### Input for this task
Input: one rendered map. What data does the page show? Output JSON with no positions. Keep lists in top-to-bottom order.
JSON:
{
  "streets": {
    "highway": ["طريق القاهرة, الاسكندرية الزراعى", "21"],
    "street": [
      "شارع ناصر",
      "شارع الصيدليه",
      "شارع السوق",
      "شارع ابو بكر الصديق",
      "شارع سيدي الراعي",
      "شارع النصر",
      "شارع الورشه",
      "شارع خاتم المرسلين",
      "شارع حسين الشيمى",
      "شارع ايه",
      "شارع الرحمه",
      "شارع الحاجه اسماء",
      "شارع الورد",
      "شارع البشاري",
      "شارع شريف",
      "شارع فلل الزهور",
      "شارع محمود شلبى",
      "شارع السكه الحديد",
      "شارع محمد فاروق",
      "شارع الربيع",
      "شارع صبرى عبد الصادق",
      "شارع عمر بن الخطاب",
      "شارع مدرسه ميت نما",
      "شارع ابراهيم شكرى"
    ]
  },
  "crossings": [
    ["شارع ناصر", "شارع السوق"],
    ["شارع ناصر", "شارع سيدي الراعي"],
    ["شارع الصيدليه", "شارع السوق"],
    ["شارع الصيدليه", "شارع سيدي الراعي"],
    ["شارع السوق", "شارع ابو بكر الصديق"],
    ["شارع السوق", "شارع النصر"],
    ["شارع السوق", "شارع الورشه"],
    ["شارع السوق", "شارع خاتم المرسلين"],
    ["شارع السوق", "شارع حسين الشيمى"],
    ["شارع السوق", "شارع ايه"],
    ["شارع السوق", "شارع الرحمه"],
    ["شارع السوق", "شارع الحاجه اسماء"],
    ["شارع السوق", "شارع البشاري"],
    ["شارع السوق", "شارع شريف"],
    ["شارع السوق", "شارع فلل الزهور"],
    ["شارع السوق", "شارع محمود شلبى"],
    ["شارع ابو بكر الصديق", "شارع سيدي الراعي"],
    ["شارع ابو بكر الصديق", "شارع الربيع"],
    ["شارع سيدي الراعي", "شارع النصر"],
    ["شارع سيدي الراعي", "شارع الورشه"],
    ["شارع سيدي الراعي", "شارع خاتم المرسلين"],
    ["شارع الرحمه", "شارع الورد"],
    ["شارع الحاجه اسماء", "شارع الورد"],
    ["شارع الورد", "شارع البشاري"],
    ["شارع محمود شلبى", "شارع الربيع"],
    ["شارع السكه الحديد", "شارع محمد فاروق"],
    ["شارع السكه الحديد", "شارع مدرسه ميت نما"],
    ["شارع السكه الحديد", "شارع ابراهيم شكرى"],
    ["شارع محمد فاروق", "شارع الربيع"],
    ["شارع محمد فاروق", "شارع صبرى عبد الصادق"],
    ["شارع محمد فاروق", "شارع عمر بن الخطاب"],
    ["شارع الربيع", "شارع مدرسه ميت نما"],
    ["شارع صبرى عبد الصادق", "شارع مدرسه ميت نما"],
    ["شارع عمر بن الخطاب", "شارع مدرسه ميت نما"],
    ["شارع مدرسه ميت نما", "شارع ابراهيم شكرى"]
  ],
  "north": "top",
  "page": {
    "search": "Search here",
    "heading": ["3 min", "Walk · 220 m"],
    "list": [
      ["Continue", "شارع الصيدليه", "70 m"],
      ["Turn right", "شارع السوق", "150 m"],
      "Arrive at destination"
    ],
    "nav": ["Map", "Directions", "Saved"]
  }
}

### What is needed
Please reproduce the material in its entirety, exactly as it stands.

### Result of the task
Input: one rendered map. What data does the page show? Output JSON with no positions. Keep lists in top-to-bottom order.
JSON:
{
  "streets": {
    "highway": ["طريق القاهرة, الاسكندرية الزراعى", "21"],
    "street": [
      "شارع ناصر",
      "شارع الصيدليه",
      "شارع السوق",
      "شارع ابو بكر الصديق",
      "شارع سيدي الراعي",
      "شارع النصر",
      "شارع الورشه",
      "شارع خاتم المرسلين",
      "شارع حسين الشيمى",
      "شارع ايه",
      "شارع الرحمه",
      "شارع الحاجه اسماء",
      "شارع الورد",
      "شارع البشاري",
      "شارع شريف",
      "شارع فلل الزهور",
      "شارع محمود شلبى",
      "شارع السكه الحديد",
      "شارع محمد فاروق",
      "شارع الربيع",
      "شارع صبرى عبد الصادق",
      "شارع عمر بن الخطاب",
      "شارع مدرسه ميت نما",
      "شارع ابراهيم شكرى"
    ]
  },
  "crossings": [
    ["شارع ناصر", "شارع السوق"],
    ["شارع ناصر", "شارع سيدي الراعي"],
    ["شارع الصيدليه", "شارع السوق"],
    ["شارع الصيدليه", "شارع سيدي الراعي"],
    ["شارع السوق", "شارع ابو بكر الصديق"],
    ["شارع السوق", "شارع النصر"],
    ["شارع السوق", "شارع الورشه"],
    ["شارع السوق", "شارع خاتم المرسلين"],
    ["شارع السوق", "شارع حسين الشيمى"],
    ["شارع السوق", "شارع ايه"],
    ["شارع السوق", "شارع الرحمه"],
    ["شارع السوق", "شارع الحاجه اسماء"],
    ["شارع السوق", "شارع البشاري"],
    ["شارع السوق", "شارع شريف"],
    ["شارع السوق", "شارع فلل الزهور"],
    ["شارع السوق", "شارع محمود شلبى"],
    ["شارع ابو بكر الصديق", "شارع سيدي الراعي"],
    ["شارع ابو بكر الصديق", "شارع الربيع"],
    ["شارع سيدي الراعي", "شارع النصر"],
    ["شارع سيدي الراعي", "شارع الورشه"],
    ["شارع سيدي الراعي", "شارع خاتم المرسلين"],
    ["شارع الرحمه", "شارع الورد"],
    ["شارع الحاجه اسماء", "شارع الورد"],
    ["شارع الورد", "شارع البشاري"],
    ["شارع محمود شلبى", "شارع الربيع"],
    ["شارع السكه الحديد", "شارع محمد فاروق"],
    ["شارع السكه الحديد", "شارع مدرسه ميت نما"],
    ["شارع السكه الحديد", "شارع ابراهيم شكرى"],
    ["شارع محمد فاروق", "شارع الربيع"],
    ["شارع محمد فاروق", "شارع صبرى عبد الصادق"],
    ["شارع محمد فاروق", "شارع عمر بن الخطاب"],
    ["شارع الربيع", "شارع مدرسه ميت نما"],
    ["شارع صبرى عبد الصادق", "شارع مدرسه ميت نما"],
    ["شارع عمر بن الخطاب", "شارع مدرسه ميت نما"],
    ["شارع مدرسه ميت نما", "شارع ابراهيم شكرى"]
  ],
  "north": "top",
  "page": {
    "search": "Search here",
    "heading": ["3 min", "Walk · 220 m"],
    "list": [
      ["Continue", "شارع الصيدليه", "70 m"],
      ["Turn right", "شارع السوق", "150 m"],
      "Arrive at destination"
    ],
    "nav": ["Map", "Directions", "Saved"]
  }
}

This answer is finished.